Conditions when the expression can be stated as invalid :-
1. If there is a negation, or a negative integer somewhere in the expression, then the polynomial is not valid. n - 1
2. If there is any parentheses, then the expression is not valid. (2 + 6 * n^3)
3. If the variable is raised to the power of a number that is not an integer ( like decimal ), then the expression is not valid. For example n ^ 4.2 is not valid, as n is raised to the power of a number that is not an integer.
4. If there is no operator in between the polynomial variable (n or any lower case alphabet) and a number, then the expression is not valid. For example, n5.
5. If there is more than one term for a single degree, then the expression is invalid. For example, n^2 + 3*n^2 + 5 ,here there are two terms for the degree 2. The option (ii) in the question will also be considered as invalid.
Basic observations that is needed to solve the problem :-
1. So basically, we need to find if there is any negative sign or any parentheses in our expression. If yes then stop the program by prompting that the expression is invalid.
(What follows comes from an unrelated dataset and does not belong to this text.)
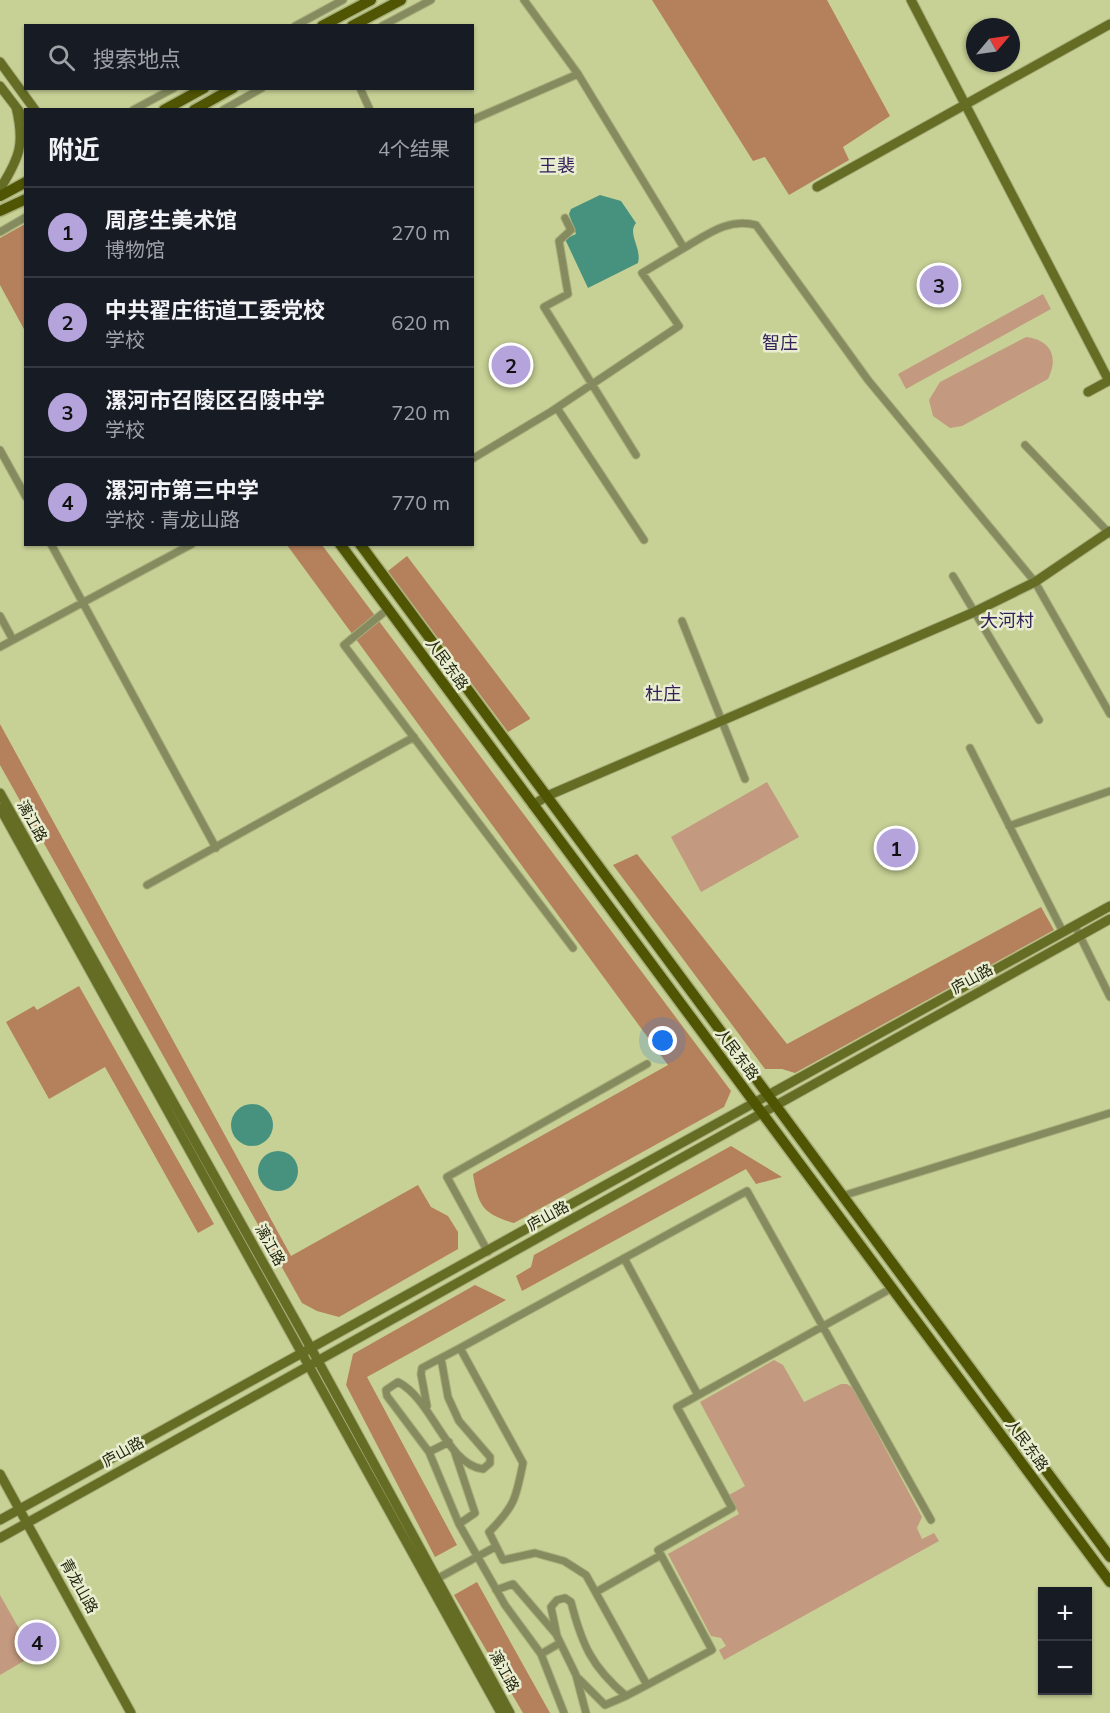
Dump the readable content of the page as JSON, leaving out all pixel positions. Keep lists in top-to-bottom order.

2. Secondly we need to check if there is any decimal sign which is power of a variable, if yes then return by prompting the expression invalid and if there is any operator in between the variable and any number.
3. To find the complexity of the expression we need to find the largest integer among from the expression that is an integer.
4. We need to check every integer value of the exponents and see if there is any repetition. If yes it means there is more than one term for a single degree, then the expression is invalid.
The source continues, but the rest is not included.